3-Hydroxy-3-methylglutaryl-CoA lyase deficiency can be identified during newborn screening using tandem mass spectrometry, and is confirmed by enzyme activity testing in lymphocytes, immortalized lymphoblastoid cells, or fibroblasts, as well as HMGCL gene mutation studies.
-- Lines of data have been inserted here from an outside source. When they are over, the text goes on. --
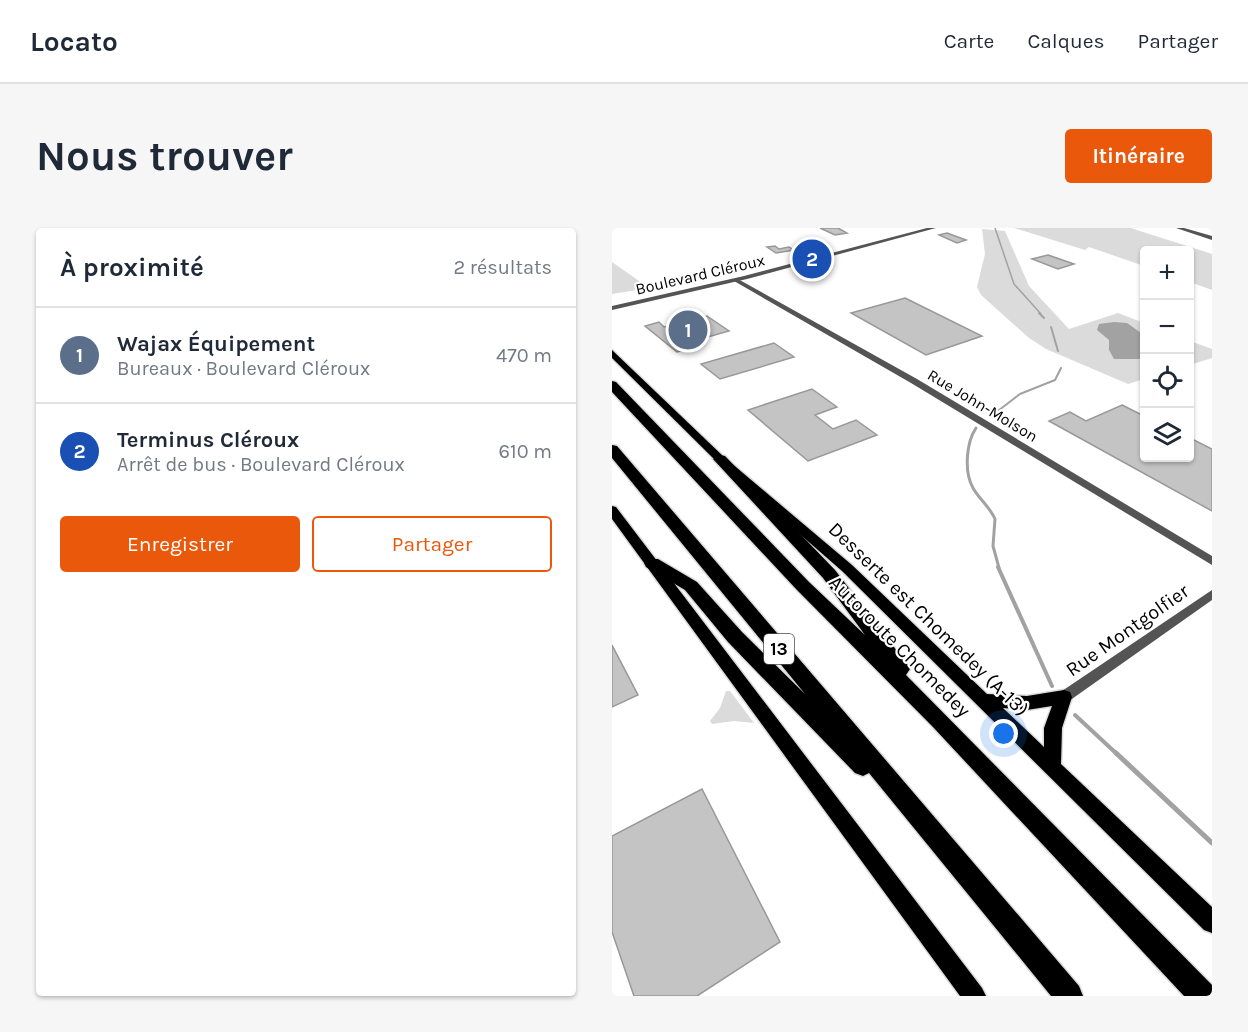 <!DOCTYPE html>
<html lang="fr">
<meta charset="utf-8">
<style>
:root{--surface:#fff;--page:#f6f6f7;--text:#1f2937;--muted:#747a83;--line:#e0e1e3;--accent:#ea580c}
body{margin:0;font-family:Karla,sans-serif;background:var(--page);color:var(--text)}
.controls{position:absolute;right:18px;top:18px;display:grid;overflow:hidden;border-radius:6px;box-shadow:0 2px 4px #0004}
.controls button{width:54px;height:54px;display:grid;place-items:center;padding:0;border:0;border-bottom:2px solid var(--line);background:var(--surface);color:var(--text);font:30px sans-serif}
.you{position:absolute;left:392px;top:506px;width:21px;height:21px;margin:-15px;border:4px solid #fff;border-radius:50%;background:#1a73e8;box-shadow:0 0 0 9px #1a73e833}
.badge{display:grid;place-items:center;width:39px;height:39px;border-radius:50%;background:var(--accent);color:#fff;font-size:20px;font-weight:700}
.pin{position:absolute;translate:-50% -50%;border:3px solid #fff;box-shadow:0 2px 6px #0006}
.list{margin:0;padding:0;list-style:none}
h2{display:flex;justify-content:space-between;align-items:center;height:78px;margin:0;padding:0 24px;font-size:26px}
h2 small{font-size:20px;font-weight:400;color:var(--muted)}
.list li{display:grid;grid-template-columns:39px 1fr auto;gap:18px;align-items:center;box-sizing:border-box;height:96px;padding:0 24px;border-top:2px solid var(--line)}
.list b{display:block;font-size:22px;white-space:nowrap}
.list p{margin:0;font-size:20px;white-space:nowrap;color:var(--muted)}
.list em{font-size:20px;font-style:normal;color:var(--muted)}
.actions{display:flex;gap:12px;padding:18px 24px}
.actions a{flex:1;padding:14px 0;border:2px solid var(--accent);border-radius:6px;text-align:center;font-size:21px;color:var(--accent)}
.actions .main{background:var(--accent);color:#fff}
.icon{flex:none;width:33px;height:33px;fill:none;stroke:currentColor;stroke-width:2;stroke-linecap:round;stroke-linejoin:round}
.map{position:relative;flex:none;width:600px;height:768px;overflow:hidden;border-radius:6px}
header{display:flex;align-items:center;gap:36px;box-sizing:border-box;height:84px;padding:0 30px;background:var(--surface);border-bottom:2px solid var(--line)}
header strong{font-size:28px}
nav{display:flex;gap:33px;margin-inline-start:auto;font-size:21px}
.intro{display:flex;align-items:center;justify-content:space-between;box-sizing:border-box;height:144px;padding:0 36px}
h1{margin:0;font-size:42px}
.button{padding:15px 27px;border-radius:6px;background:var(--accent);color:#fff;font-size:21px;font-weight:700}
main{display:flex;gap:36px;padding:0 36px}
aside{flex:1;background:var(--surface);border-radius:6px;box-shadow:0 2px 4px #0004}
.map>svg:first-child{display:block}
.green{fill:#dbdbdb}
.water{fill:#a2a2a2}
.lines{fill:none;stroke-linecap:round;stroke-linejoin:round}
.stream-far4{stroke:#a2a2a2;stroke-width:1.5}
.stream-far3{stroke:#a2a2a2;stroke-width:2}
.stream-far2{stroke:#a2a2a2;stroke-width:3}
.stream-far1{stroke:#a2a2a2;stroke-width:4}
.stream{stroke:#a2a2a2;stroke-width:5}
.building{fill:#c4c4c4;stroke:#989898;stroke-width:1.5}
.primary-casing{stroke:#dbdbdb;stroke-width:3}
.motorway-casing{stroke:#dbdbdb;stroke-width:3}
.minor{fill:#545454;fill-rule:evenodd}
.tertiary{fill:#545454;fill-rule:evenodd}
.primary{fill:#000;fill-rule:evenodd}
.motorway{fill:#000;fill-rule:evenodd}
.labels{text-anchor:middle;stroke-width:4.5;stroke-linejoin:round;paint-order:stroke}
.far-street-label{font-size:16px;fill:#000;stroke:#fff}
.shield{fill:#fff;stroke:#4c4c4c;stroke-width:1.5}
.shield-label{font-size:18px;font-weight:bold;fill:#000}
.street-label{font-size:20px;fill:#000;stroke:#fff}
</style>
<header>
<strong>Locato</strong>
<nav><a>Carte</a><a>Calques</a><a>Partager</a></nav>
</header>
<div class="intro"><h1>Nous trouver</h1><a class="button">Itinéraire</a></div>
<main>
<aside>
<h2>À proximité<small>2 résultats</small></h2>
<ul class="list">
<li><span class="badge" style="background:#5c6f8a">1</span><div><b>Wajax Équipement</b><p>Bureaux · Boulevard Cléroux</p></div><em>470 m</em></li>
<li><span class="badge" style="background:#1a4fb4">2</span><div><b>Terminus Cléroux</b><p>Arrêt de bus · Boulevard Cléroux</p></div><em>610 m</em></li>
</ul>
<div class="actions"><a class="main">Enregistrer</a><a>Partager</a></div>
</aside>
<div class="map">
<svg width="600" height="768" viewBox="0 0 600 768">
<rect width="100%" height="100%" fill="#fff"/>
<!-- green -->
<path class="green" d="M402,0H519L528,3L600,26V62L578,54V22H532V38L477,19L473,22Z
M370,1L393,3L417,58L457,101L506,85L532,95V151L516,156L434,121L417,110L369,67L365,59L373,26Z
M0,34L37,60L0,66Z
M578,113L600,121V130L578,137Z
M114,463H118L142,495L122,493L100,496L98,493L108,480Z"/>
<!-- water -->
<path class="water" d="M502,94L515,95L532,107V131H502L497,122V112L485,102L487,96Z"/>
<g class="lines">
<!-- stream-far4 -->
<path class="stream-far4" d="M383,0L402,56L429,86"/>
<!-- stream-far3 -->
<path class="stream-far3" d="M427,85L432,90
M439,99L446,123
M378,189L408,166L443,152L449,140"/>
<!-- stream-far2 -->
<path class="stream-far2" d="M364,200C354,215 352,244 361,260C367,271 378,279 383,291L381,318L387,340"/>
<!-- stream-far1 -->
<path class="stream-far1" d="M386,339L440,458
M463,487L506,527"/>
<!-- stream -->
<path class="stream" d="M504,525L600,615"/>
</g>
<!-- building -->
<path class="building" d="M208,0H226L235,5L223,7Z
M335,5L354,12L345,15L327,7Z
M163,18L167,21L177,19L182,22L164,25L155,19Z
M436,27L462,36L446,41L420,31Z
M293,70L370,108L314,127L239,85Z
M95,88L117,103L85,112L91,117L65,124L33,98L47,94L52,99Z
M162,115L182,129L108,151L89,136Z
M200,161L225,179L203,187L221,201L244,192L265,207L196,233L136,182Z
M510,177L532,188V230H578V210L600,221V283L437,193L458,184L474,193Z
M0,417L26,467L0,479Z
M90,561L168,714L85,768H22L0,704V608Z"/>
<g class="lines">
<defs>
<path id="primary" d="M0,122L112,229L240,337L375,466L415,468L452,462L458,464L460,469L450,500L449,536L600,679V705L592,702L230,343L104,233L0,130ZM440,478L432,500V519L391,480L415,482Z
M0,278L4,279L370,760L374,768H348L0,291Z"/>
<path id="motorway" d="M0,153L4,154L197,354L253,407L211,350L101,231L108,227L113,228L223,342L295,436L298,441L294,447L600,757V768H572L320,498L185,362L0,164Z
M0,217L5,218L467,758L471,768H439L257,545L251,548L243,545L116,414L73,362L34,339L32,335L34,331H46L85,354L130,404L193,466L0,230Z"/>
</defs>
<!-- primary casing -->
<use href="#primary" class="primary-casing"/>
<!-- motorway casing -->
<use href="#motorway" class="motorway-casing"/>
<!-- minor -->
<path class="minor" d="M564,0H572L600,8V12Z
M124,50L305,151L600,328V337L299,155L122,53Z
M600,362V372L457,473L452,474L447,473L445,469L447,465Z"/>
<!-- tertiary -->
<path class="tertiary" d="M315,0H324L135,51L0,82V78L132,48Z"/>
<!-- primary -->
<use href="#primary" class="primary"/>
<!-- motorway -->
<use href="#motorway" class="motorway"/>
</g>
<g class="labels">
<!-- far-street labels -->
<g class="far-street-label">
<text transform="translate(88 46) rotate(-13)" y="6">Boulevard Cléroux</text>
<text transform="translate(371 177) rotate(31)" y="6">Rue John-Molson</text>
</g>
<!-- shield labels -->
<rect class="shield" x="152" y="406" width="30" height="30" rx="4.5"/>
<g class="shield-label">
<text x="167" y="427">13</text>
</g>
<!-- street labels -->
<g class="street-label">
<text transform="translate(317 391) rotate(44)" y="7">Desserte est Chomedey (A-13)</text>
<text transform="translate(515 402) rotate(-35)" y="7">Rue Montgolfier</text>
<text transform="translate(288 418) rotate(45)" y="7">Autoroute Chomedey</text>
</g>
</g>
</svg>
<div class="controls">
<button>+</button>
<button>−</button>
<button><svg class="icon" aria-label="locate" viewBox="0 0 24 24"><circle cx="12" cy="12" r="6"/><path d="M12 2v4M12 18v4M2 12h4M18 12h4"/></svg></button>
<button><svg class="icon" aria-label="layers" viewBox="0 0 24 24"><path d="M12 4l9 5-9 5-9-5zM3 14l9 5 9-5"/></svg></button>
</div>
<div class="you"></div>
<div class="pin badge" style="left:76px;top:102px;background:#5c6f8a">1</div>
<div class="pin badge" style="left:200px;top:31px;background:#1a4fb4">2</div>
</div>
</main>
There are no controlled treatment studies for 3-Hydroxy-3-methylglutaryl-CoA lyase deficiency, making it difficult to determine the need for specific diet or carnitine supplements. The main therapy is avoiding fasting, with L-carnitine supplementation potentially detoxifying and preventing secondary insufficiency.

== Signs and symptoms ==
3-Hydroxy-3-methylglutaryl-CoA lyase deficiency can appear in a variety of ways in terms of clinical presentation, from a severe neonatal onset with potentially fatal consequences to an adult presentation. Clinical signs of 3-Hydroxy-3-methylglutaryl-CoA lyase deficiency appear either early in the neonatal stage or later in the first year of life. Typically, nonspecific symptoms such as frequent vomiting, convulsions, and decreased alertness are displayed by patients. Typical laboratory results include higher plasma/serum transaminase activity, hyperammonemia, acidosis, hypoglycemia, and an increased anion gap.

== Causes ==
3-Hydroxy-3-methylglutaryl-CoA lyase deficiency is the result of HMGCL gene mutations. HMGCL is found on chromosome 1p36.11's short arm and codes for the enzyme 3-hydroxymethyl-3-methylglutaryl-coenzyme A lyase (HMG-CoA lyase). This mitochondrial enzyme contributes to the metabolism of dietary proteins by converting HMG-CoA into acetyl-CoA and acetoacetate, which is the last stage of the breakdown of leucine and fat for energy. As a result, the body is unable to produce ketone bodies, which are necessary for generating energy during fasting. 3-Hydroxy-3-methylglutaryl-CoA lyase deficiency is passed down as an autosomal recessive trait.

== Mechanism ==
The pathophysiology of 3-Hydroxy-3-methylglutaryl-CoA lyase deficiency, like that of many other inborn errors of metabolism, can be explained by the accumulation of potentially harmful metabolites (leucine) and a lack of products (ketone bodies). Hypoglycemia severely impairs counterregulatory compensation because it affects leucine catabolism as well as fat oxidation, which results in secondary metabolic dysfunction. Metabolite levels in the leucine oxidation pathway may be significantly raised, including 3-MGL and 3-HIVA. Additionally, patients with MRI spectroscopy have shown 3-HIVA and 3-HMG, suggesting that these proximal metabolites may play a role in pathogenesis. Depletion of Coenzyme A recycling for other activities can also result from intramitochondrial buildup of acetyl-coA. The relationship between 3-MGC accumulation as a measure of mitochondrial malfunction and leucine oxidation in terms of symptomatology is still unknown.

== Diagnosis ==
Since 3-hydroxy isovaleryl carnitine (C5-OH) is typically elevated in this condition, 3-Hydroxy-3-methylglutaryl-CoA lyase deficiency can be identified during newborn screening by testing it using tandem mass spectrometry methodology. Enzyme activity testing in lymphocytes, immortalized lymphoblastoid cells, or fibroblasts, as well as HMGCL gene mutation studies, may confirm the diagnosis of 3-Hydroxy-3-methylglutaryl-CoA lyase deficiency.

== Treatment ==
As with other uncommon inherited metabolic illnesses, there are no controlled treatment studies for 3-Hydroxy-3-methylglutaryl-CoA lyase deficiency. Consequently, it is impossible to make any judgments about whether a particular diet or carnitine supplements are required. Clinical reports and pathobiochemical considerations suggest that the mainstay of therapy is avoiding fasting. L-carnitine supplementation may have detoxifying properties, prevent intracellular loss of free coenzyme A, and prevent secondary L-carnitine insufficiency.

== Outlook ==
The overall mortality rate of 3-Hydroxy-3-methylglutaryl-CoA lyase deficiency is 16%.

== Epidemiology ==
The incidence of 3-Hydroxy-3-methylglutaryl-CoA lyase deficiency is fewer than 1/100,000 live births.

== History ==
3-Hydroxy-3-methylglutaryl-CoA lyase deficiency was initially reported in 1976, and the gene was discovered and cloned in 1993. The first case in the literature was published in Western Australia in 1976, with usual findings of hypoglycemia and acidosis.